Provided records below:

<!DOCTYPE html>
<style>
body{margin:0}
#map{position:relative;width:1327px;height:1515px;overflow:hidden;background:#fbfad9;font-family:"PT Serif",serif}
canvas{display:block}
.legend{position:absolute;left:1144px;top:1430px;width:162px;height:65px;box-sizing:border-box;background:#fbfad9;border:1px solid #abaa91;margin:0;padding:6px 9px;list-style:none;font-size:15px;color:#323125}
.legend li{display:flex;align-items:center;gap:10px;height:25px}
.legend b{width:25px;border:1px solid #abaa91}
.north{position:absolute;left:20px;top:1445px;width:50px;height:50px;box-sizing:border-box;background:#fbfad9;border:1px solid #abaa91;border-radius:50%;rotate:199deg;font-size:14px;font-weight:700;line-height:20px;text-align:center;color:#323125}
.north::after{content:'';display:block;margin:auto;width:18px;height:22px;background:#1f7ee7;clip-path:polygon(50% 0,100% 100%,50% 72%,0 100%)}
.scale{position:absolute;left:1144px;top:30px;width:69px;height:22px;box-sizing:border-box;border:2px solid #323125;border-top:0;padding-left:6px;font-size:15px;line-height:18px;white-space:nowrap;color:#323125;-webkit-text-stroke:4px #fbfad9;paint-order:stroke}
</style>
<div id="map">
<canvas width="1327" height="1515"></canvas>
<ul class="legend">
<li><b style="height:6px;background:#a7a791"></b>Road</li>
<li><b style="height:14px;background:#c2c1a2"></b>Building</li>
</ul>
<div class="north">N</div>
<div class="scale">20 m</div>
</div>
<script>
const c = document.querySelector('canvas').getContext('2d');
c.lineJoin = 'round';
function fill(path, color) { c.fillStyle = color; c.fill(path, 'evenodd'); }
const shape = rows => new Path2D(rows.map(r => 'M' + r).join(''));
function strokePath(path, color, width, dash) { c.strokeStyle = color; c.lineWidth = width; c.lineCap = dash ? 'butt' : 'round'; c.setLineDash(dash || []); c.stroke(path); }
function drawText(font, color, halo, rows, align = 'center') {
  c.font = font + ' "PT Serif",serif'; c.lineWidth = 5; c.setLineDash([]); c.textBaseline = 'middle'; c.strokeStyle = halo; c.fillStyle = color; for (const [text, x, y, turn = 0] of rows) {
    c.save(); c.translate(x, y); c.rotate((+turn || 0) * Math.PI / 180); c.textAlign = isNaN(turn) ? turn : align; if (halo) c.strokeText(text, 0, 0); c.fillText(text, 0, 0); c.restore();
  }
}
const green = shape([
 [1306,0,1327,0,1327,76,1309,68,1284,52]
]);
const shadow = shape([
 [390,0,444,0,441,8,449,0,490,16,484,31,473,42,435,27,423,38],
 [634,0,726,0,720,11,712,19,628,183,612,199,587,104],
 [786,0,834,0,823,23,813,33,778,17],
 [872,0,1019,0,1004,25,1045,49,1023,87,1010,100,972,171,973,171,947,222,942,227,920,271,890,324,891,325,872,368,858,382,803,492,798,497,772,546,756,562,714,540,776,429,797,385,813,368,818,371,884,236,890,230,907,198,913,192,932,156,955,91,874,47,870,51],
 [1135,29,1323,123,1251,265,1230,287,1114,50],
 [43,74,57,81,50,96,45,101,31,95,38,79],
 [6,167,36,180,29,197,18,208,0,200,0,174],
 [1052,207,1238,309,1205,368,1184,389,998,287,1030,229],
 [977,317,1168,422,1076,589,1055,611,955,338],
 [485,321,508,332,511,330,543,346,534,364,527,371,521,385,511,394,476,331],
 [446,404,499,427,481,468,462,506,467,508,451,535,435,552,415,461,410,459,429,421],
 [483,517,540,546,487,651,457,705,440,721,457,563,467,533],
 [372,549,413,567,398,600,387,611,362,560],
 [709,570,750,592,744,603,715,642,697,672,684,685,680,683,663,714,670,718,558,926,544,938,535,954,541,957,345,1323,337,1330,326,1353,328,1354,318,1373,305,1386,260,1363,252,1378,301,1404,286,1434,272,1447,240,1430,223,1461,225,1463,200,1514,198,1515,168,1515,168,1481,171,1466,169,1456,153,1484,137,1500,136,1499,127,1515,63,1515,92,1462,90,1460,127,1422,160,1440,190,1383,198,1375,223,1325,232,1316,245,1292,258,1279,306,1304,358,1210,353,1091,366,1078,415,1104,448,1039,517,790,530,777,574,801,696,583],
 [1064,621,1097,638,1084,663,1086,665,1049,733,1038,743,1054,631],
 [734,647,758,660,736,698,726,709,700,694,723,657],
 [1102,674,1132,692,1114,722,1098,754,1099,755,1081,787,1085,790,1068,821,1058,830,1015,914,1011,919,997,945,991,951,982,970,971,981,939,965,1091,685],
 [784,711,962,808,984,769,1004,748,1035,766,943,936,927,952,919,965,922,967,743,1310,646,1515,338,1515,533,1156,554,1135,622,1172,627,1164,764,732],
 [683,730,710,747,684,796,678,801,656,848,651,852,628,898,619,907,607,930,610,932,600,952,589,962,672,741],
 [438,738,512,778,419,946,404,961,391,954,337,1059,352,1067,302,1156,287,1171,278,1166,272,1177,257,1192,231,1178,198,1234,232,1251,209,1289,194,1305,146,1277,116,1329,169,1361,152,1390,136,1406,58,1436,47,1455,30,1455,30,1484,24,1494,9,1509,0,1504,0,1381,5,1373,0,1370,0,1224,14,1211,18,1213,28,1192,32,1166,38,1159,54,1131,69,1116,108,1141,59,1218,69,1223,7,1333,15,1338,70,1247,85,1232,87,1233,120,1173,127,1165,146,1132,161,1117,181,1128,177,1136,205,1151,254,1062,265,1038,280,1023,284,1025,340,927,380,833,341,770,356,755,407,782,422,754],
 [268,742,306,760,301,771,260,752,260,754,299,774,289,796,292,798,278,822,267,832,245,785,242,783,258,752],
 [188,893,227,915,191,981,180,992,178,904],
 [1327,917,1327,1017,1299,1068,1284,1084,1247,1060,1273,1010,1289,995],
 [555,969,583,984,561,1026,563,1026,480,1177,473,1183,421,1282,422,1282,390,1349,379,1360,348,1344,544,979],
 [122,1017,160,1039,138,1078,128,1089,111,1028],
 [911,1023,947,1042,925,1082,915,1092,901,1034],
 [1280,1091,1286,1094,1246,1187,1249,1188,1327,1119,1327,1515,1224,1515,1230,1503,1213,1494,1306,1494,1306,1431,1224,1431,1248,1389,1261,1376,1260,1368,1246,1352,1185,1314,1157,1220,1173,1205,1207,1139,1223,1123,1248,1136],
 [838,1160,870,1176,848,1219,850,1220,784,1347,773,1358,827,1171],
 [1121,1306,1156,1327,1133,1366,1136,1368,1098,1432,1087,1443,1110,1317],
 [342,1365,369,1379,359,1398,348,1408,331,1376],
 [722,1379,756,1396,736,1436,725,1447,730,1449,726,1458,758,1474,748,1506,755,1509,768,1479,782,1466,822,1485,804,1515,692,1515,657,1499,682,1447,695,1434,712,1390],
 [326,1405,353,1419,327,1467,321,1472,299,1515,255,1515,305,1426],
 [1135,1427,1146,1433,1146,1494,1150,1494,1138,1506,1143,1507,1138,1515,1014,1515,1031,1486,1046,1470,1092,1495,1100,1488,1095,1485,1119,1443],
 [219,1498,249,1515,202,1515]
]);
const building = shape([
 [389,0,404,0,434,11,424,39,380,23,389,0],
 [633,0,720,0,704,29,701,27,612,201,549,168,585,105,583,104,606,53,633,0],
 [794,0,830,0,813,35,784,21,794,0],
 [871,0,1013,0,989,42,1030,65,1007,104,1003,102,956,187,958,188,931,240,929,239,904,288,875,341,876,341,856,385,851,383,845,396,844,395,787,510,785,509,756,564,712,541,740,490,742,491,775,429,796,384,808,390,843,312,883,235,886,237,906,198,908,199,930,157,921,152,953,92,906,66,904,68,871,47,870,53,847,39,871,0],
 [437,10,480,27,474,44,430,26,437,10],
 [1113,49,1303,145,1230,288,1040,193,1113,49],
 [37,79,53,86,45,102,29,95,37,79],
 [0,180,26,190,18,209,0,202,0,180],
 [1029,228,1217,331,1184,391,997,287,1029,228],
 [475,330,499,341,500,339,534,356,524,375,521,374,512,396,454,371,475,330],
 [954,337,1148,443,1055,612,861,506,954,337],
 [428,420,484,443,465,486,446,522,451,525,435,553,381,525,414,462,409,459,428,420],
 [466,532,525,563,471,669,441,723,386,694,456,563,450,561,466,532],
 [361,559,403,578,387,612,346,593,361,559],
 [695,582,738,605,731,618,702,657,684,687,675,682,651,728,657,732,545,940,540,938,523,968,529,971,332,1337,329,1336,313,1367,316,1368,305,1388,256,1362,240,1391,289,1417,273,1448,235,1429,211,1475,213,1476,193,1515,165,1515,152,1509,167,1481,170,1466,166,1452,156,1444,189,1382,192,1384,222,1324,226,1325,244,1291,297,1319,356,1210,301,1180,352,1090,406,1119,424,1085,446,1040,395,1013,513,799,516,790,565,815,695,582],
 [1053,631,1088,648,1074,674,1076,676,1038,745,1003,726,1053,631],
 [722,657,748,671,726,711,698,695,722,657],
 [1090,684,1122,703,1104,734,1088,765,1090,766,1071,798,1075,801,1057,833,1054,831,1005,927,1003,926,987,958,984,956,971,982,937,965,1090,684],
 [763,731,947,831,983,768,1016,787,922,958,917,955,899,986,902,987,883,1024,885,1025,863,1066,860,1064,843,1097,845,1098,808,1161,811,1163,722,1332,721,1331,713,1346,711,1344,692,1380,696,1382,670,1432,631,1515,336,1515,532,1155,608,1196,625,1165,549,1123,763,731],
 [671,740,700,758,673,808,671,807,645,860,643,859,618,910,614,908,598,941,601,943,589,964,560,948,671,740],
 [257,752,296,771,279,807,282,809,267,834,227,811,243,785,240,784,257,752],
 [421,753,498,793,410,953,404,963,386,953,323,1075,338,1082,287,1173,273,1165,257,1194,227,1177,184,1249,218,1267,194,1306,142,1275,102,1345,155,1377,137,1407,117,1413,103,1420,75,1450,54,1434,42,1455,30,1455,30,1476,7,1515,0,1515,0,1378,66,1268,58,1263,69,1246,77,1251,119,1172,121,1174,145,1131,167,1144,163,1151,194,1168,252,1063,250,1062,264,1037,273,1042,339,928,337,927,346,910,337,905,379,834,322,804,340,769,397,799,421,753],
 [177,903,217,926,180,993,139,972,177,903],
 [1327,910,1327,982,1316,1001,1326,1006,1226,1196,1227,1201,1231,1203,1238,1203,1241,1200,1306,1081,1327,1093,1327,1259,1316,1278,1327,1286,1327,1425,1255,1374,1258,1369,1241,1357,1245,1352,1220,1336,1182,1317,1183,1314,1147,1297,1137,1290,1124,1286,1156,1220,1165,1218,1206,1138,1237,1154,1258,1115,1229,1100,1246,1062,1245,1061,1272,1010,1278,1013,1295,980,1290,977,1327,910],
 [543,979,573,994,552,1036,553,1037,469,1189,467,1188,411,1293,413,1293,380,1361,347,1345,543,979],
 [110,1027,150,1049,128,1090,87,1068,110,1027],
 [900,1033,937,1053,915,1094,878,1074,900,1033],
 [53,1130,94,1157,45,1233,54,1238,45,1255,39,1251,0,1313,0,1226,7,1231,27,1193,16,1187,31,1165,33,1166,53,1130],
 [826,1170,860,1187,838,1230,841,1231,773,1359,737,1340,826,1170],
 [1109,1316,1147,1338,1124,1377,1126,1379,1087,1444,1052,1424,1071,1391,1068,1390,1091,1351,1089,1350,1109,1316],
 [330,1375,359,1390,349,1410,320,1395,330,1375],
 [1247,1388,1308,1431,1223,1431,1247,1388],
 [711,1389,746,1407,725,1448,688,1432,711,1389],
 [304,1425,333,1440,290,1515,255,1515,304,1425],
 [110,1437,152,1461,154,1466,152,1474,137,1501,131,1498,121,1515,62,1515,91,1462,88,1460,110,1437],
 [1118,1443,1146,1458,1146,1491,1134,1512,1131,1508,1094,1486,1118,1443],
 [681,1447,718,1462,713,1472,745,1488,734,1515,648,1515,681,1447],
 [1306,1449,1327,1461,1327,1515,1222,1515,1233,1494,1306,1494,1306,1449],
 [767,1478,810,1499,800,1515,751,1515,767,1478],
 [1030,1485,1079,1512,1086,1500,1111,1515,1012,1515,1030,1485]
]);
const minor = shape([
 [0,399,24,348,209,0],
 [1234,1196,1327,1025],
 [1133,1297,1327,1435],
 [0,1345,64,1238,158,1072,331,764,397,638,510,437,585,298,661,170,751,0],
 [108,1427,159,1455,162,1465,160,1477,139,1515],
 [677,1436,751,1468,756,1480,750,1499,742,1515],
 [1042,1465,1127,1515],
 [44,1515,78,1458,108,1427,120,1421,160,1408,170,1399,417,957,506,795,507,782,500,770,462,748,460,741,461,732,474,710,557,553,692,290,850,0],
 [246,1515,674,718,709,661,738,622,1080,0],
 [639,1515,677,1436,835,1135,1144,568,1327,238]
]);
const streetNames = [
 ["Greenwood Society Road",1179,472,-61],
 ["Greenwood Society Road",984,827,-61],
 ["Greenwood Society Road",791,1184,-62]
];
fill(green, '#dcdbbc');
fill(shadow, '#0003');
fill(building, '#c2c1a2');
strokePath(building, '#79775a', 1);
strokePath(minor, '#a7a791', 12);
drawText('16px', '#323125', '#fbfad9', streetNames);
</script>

End of Provided records.

### [Work order]
For the word "setLineDash", show every line of the entries that holds it.

### [Result of the exercise]
function strokePath(path, color, width, dash) { c.strokeStyle = color; c.lineWidth = width; c.lineCap = dash ? 'butt' : 'round'; c.setLineDash(dash || []); c.stroke(path); }
  c.font = font + ' "PT Serif",serif'; c.lineWidth = 5; c.setLineDash([]); c.textBaseline = 'middle'; c.strokeStyle = halo; c.fillStyle = color; for (const [text, x, y, turn = 0] of rows) {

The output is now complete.